The TD3 policy uses 2.0 rad/s max angular velocity — twice what Nav2 allows. When the robot spins fast, the LiDAR completes a 360° sweep while the heading is still changing. Cartographer receives a scan acquired across multiple orientations and treats it as a single-pose snapshot. Scan-to-submap matching fails, submaps misalign, and the global map drifts. Once the map drifts, DualMap's 3D object positions (which are transformed using /odom_map from Cartographer) also drift — the entire semantic pipeline breaks.
The main launch (gz_vln_exploration.launch.py) therefore uses Nav2 [2] with a 1.0 rad/s cap, which keeps Cartographer stable.
The fix — retrain with angular velocity capped at ≤1.0 rad/s, or add LiDAR motion distortion correction before feeding scans to Cartographer. Not completed due to time constraints.
Nav2 with A* + DWB replans on a costmap. If an obstacle moves after the plan is computed, Nav2 must detect the change in the costmap, trigger a replan, and issue new velocity commands — that loop has latency. TD3 reads the current LiDAR state and outputs velocity directly at 10 Hz with no planning step. A person walking across the robot's path is handled immediately rather than after a replan cycle.
Two stages, both in Gazebo:
- Stage 1 — static obstacles: empty room with fixed walls and boxes. Robot learns basic goal-reaching and collision avoidance.
- Stage 2 — dynamic obstacles: same room with moving obstacles added. Robot learns to react to objects crossing its path.
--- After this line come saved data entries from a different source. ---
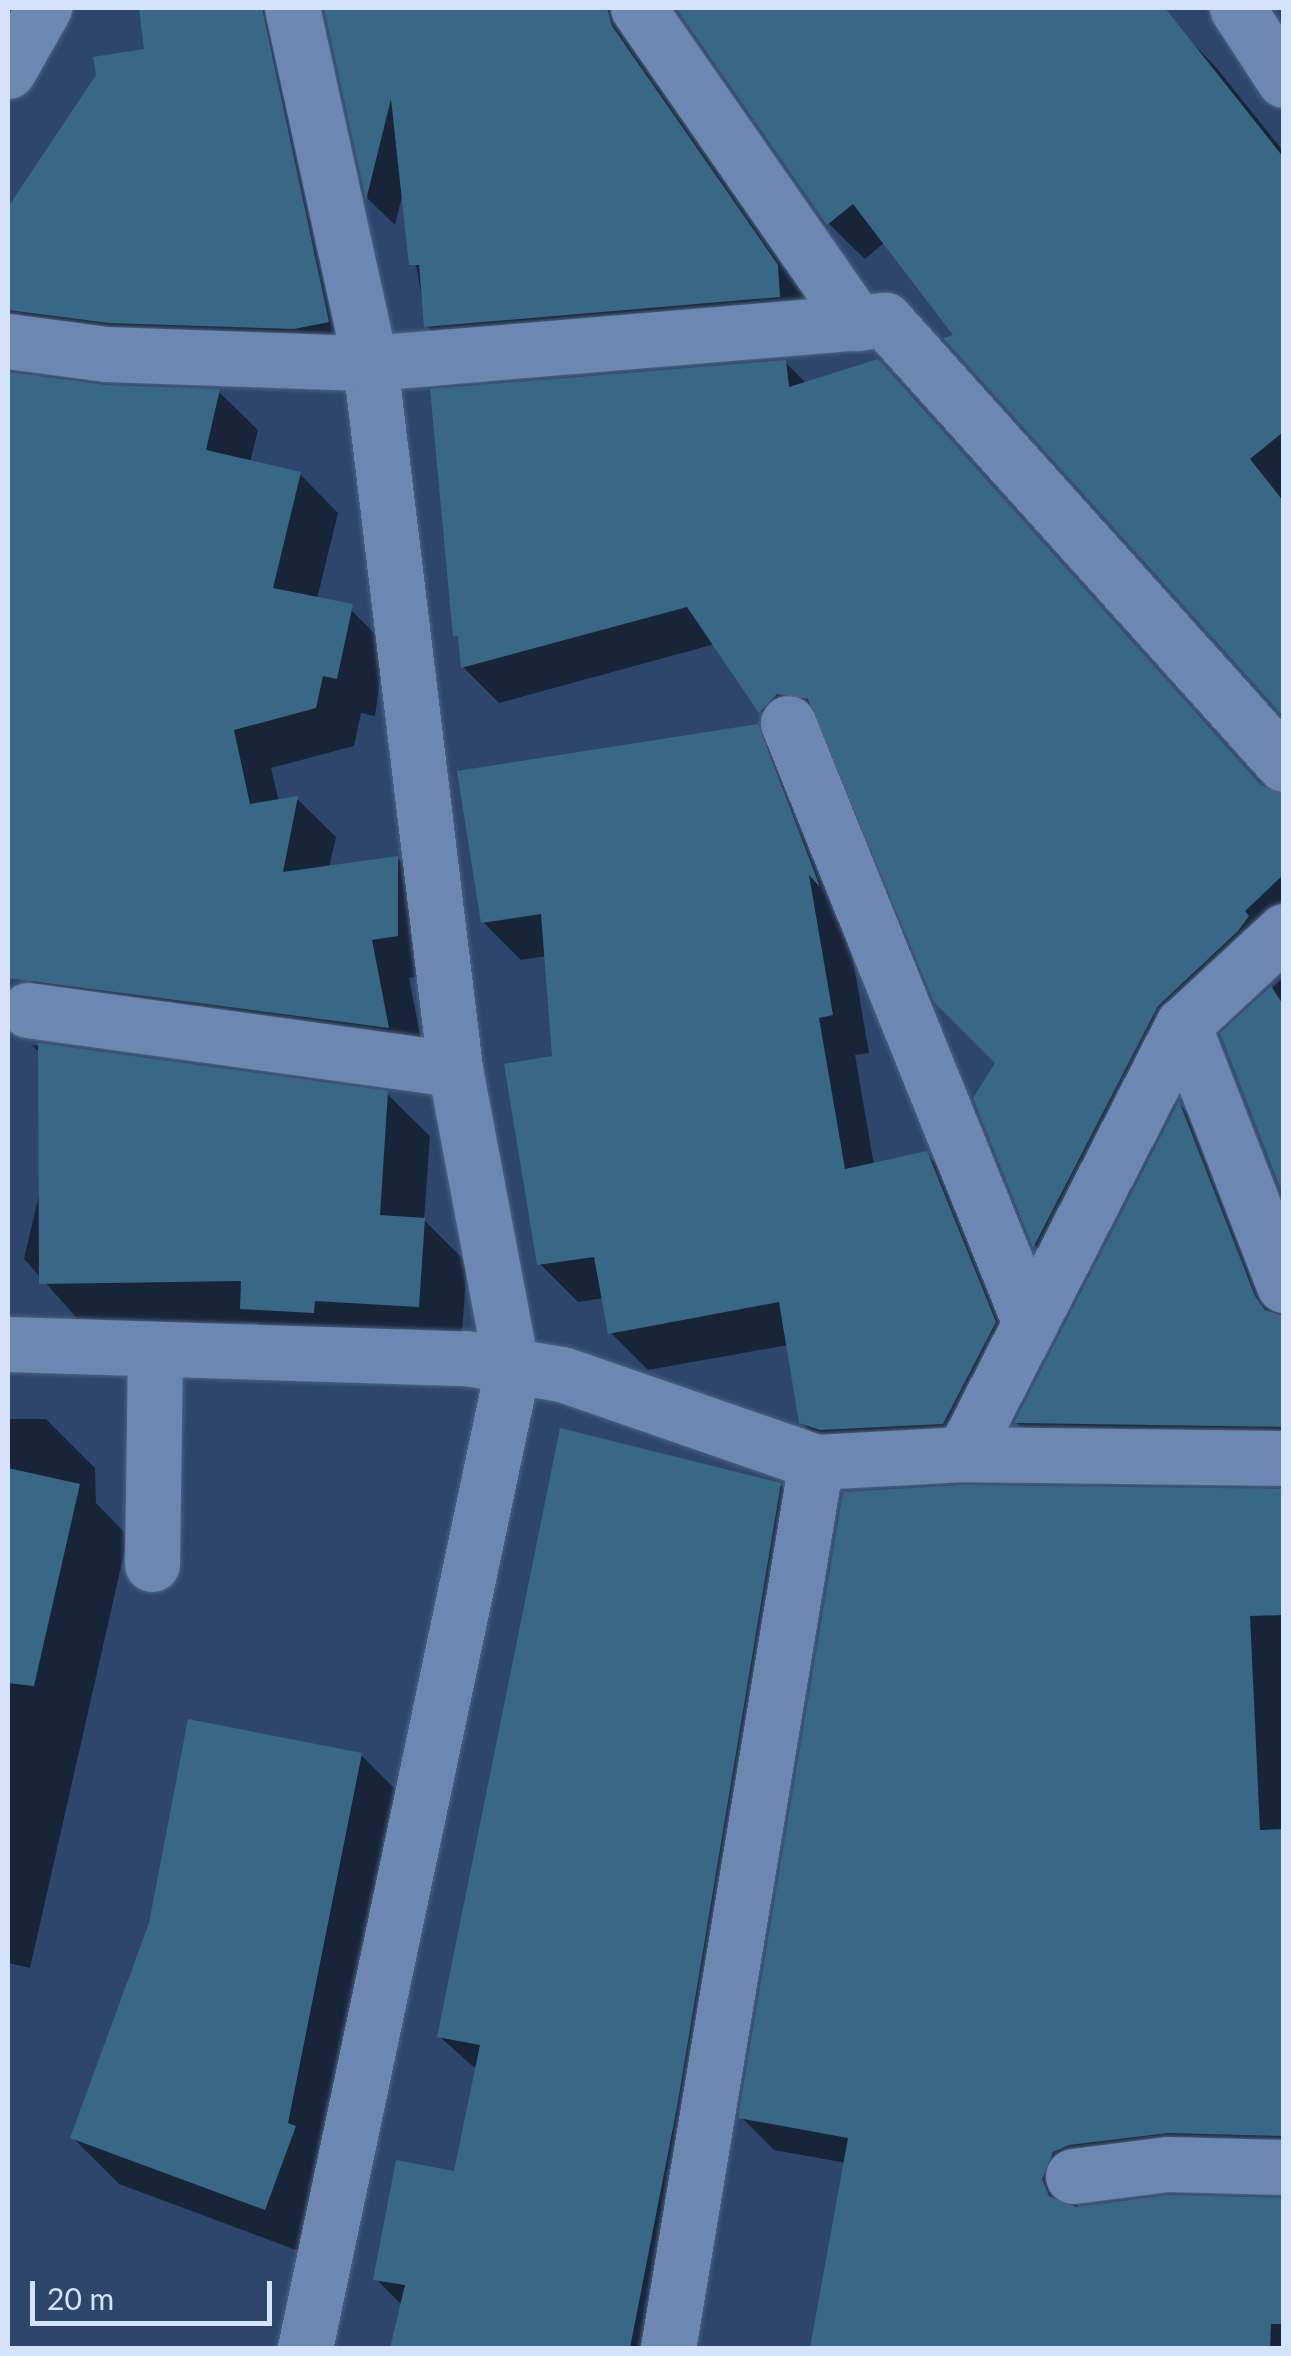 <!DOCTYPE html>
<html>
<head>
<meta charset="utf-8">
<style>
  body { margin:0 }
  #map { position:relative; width:1291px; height:2356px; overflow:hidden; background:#2e466c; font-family:Lato,sans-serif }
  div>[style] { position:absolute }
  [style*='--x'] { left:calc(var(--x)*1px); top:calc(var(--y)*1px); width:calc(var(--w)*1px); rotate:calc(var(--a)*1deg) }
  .shadow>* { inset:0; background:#0007 }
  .building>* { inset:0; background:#396887 }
  .roads { filter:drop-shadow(0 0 2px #4e6282) drop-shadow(0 0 2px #4e6282) }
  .minor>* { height:55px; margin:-27.5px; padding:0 27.5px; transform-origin:27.5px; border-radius:27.5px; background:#6c87b1 }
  span { translate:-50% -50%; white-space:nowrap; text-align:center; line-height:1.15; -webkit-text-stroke:9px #2e466c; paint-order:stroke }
  .frame { position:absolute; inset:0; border:10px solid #d4e3fa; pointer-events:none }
  .scale { position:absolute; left:30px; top:2281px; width:242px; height:45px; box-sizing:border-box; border:5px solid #d4e3fa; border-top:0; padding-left:12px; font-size:30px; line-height:35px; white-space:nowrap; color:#d4e3fa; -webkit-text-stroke:8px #2e466c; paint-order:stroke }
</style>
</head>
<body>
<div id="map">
  <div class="shadow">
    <i style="clip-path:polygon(141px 8px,293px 8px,361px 356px,8px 333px,8px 217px,98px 76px,147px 52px)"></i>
    <i style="clip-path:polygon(326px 8px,613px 8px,806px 295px,807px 325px,455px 354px,427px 326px,403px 192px,395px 225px,368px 199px)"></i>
    <i style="clip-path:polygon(679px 8px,1140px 8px,1167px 40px,1180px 30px,1215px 66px,1284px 152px,1284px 713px,957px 336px,885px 242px,865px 259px,829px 224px)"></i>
    <i style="clip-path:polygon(785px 362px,807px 384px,877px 362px,1265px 789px,1284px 795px,1284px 957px,1193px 1042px,1070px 1281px,1036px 1247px,976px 1099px,998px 1063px,826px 727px,811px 729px,796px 747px,761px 711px,715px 644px,499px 703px,463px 667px,433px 392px)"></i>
    <i style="clip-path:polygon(8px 375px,105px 388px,219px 392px,258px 430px,250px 463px,300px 474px,338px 513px,317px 599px,346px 605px,385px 644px,375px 716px,361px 713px,354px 746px,271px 768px,279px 802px,297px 799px,336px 837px,329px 868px,397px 858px,435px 897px,435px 974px,409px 978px,426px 1065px,68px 1017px,29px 979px,44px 861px,8px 847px)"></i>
    <i style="clip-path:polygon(757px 727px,795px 765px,844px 907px,869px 1053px,855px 1055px,874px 1165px,926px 1154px,964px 1192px,1032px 1361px,981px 1461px,840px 1460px,801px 1422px,788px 1345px,648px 1370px,611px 1333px,604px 1298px,578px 1302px,540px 1264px,555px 1058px,547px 956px,521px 960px,483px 922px)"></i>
    <i style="clip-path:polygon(1284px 977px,1284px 1190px,1223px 1034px)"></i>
    <i style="clip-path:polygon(32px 1045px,387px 1094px,430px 1136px,424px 1220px,467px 1263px,461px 1348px,285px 1350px,257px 1323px,84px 1326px,24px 1259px,66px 1078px)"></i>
    <i style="clip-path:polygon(1180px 1105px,1212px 1137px,1284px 1317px,1284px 1459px,1050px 1456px,1017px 1423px)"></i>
    <i style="clip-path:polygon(8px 1419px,46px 1419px,95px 1468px,96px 1503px,128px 1536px,30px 1968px,8px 1963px)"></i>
    <i style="clip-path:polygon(780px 1485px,813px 1518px,668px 2348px,392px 2348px,402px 2305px,376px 2279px,456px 2174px,477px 2070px,440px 2037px)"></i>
    <i style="clip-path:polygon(1284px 1492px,1284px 2167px,1086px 2185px,1076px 2210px,1284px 2201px,1284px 2348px,813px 2348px,846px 2163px,774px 2150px,741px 2117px)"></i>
    <i style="clip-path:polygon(361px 1755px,408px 1802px,312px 2256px,119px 2184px,73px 2138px)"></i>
  </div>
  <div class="building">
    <i style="clip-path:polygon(139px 8px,262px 8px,329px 322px,294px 329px,109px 323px,8px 310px,8px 207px,96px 75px,93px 57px,144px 49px)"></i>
    <i style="clip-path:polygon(324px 8px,607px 8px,612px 26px,778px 265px,780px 297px,424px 327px,419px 265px,409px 265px,391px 99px,366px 200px)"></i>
    <i style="clip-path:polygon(676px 8px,1165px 8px,1284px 158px,1283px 432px,1250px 459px,1284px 502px,1284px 717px,943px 338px,953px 335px,853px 204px,827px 225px)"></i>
    <i style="clip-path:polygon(878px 359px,1261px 785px,1284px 794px,1284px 874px,1245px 911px,1249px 916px,1238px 931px,1158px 1006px,1033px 1248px,973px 1098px,995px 1063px,934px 1002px,808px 699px,777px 694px,759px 713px,687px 607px,461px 668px,458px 636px,453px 636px,430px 389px,786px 360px,789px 387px)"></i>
    <i style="clip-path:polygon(8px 372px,105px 385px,220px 389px,206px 450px,301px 472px,273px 588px,353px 604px,337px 679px,323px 676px,316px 708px,234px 730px,250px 804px,298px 796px,283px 872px,398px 856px,398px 936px,372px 940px,389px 1028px,8px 978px)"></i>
    <i style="clip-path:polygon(758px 724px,820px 887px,809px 875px,833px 1015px,819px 1018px,845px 1169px,927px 1151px,996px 1322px,943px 1424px,820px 1430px,799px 1423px,779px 1302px,608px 1334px,594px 1257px,537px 1265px,504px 1064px,552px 1056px,541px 914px,481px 923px,457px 771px)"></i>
    <i style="clip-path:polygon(1271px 986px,1284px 1006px,1284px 1197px,1220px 1033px)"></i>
    <i style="clip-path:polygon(38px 1043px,388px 1091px,380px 1215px,425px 1218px,419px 1307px,315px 1301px,314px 1313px,240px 1309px,241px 1281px,39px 1284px)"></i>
    <i style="clip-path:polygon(1179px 1101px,1255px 1296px,1265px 1310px,1284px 1316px,1284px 1427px,1014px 1423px)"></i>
    <i style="clip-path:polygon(560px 1428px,781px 1483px,677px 2107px,630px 2348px,390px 2348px,405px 2285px,373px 2280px,396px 2160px,454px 2171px,480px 2045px,437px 2037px)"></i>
    <i style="clip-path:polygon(8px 1468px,80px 1484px,34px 1686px,8px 1683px)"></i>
    <i style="clip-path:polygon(964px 1485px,1284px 1489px,1284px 1615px,1250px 1616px,1260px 1830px,1284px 1829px,1284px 2136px,1168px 2133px,1069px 2145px,1053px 2152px,1042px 2179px,1049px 2196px,1076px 2207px,1169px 2195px,1284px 2198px,1284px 2324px,1271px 2324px,1270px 2348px,810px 2348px,848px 2138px,738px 2118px,843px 1492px)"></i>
    <i style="clip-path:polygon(188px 1719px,362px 1753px,288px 2123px,296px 2126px,265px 2210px,70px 2138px,149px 1923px)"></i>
  </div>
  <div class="roads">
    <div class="minor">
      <i style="--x:292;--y:8;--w:363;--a:77.6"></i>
      <i style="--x:370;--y:363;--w:711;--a:83.13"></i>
      <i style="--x:455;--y:1069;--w:306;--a:79.3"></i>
      <i style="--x:512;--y:1370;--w:1000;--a:101.95"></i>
      <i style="--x:638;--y:8;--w:384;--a:55.2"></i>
      <i style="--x:1237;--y:8;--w:86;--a:56.9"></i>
      <i style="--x:8;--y:71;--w:73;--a:-60.3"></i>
      <i style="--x:8;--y:341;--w:99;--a:7.6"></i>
      <i style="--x:106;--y:354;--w:264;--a:2"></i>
      <i style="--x:370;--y:363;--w:517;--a:-4.77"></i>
      <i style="--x:885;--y:320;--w:597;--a:48.06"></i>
      <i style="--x:788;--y:723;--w:647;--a:68.03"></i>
      <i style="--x:28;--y:1010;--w:431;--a:7.9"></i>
      <i style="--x:1183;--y:1025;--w:279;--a:68.8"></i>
      <i style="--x:8;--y:1344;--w:458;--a:1.8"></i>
      <i style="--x:466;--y:1358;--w:97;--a:9.5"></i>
      <i style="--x:562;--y:1374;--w:269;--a:19.1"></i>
      <i style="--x:816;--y:1462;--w:147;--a:-3.1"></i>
      <i style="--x:963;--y:1454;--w:321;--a:0.7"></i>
      <i style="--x:963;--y:1454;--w:482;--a:-62.9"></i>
      <i style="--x:1183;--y:1025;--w:138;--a:-42.9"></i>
      <i style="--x:152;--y:1564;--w:215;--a:-89.2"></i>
      <i style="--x:1073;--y:2176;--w:95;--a:-7.3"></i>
      <i style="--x:1167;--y:2164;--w:117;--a:1.5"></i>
      <i style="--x:668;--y:2348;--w:898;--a:-80.52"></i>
    </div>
  </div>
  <div class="frame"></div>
  <div class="scale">20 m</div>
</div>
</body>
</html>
Final weights: actor_stage2_episode*.pt (44→512→512→2 MLP, Tanh output). Loaded by rl_nav_node.py via the model_path ROS parameter.
-
ROBOTIS. TurtleBot3. https://github.com/ROBOTIS-GIT/turtlebot3, 2023.
-
S. Macenski, F. Martín, R. White, J. G. Clavero. The Marathon 2: A Navigation System. IEEE/RSJ IROS, 2020.
-
S. Fujimoto, H. van Hoof, D. Meger. Addressing Function Approximation Error in Actor-Critic Methods. ICML, pp. 1582–1591, 2018.
-
J. Jiang, Y. Zhu, Z. Wu, J. Song. DualMap: Online Open-Vocabulary Semantic Mapping for Natural Language Navigation in Dynamic Changing Scenes. arXiv:2506.01950, 2025.